In realtà, i leader della Catalogna possiedono oggi la risorsa politica di maggior valore: il supporto di attivisti uniti in una rete comune via internet. Va notato che su una casa su due a Barcellona è appesa la bandiera catalana, e queste persone sostengono l'idea di indipendenza da molti anni. Gli strumenti di internet e la loro corretta applicazione ha permesso agli attivisti di scambiare informazioni, evitare blocchi e generare una propria agenda interna, che si è tradotta in una votazione "offline". Da soli, gli attivisti sarebbero stati paralizzati da misure restrittive, ma con l'infrastruttura online è stato possibile formare un capitale politico vivente, cosa che le autorità spagnole non possiedono. Questo esempio dimostra che Internet può essere un modo universale per coordinare un movimento politico.
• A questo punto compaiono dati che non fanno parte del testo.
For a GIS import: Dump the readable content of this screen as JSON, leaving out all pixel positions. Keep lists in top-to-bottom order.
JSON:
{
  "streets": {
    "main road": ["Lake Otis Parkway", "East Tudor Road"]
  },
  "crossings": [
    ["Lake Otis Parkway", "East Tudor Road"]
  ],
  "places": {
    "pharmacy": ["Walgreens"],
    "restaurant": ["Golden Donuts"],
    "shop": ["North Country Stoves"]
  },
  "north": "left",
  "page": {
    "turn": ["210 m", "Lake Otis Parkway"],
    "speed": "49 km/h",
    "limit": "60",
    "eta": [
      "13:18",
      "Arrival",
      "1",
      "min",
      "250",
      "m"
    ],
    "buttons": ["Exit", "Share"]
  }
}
Le autorità spagnole non hanno tentato di creare una rete di sostenitori che non voleva la separazione da Madrid, e non hanno fornito loro le infrastrutture di comunicazione. Dunque a causa di questo la Catalogna è diventata un brillante esempio del confronto tra "la macchina dello Stato senz'anima" e i cittadini "attivi". Ovviamente, le simpatie degli osservatori vanno ai cittadini. I divieti hanno creato solo un'immagine della Polizia di Stato, ma nel 2017 la politica non è solo negli uffici. Internet è diventato un campo di battaglia, protesta e spazio di manovra, così come un altro punto di riferimento nella realtà in giochi politici.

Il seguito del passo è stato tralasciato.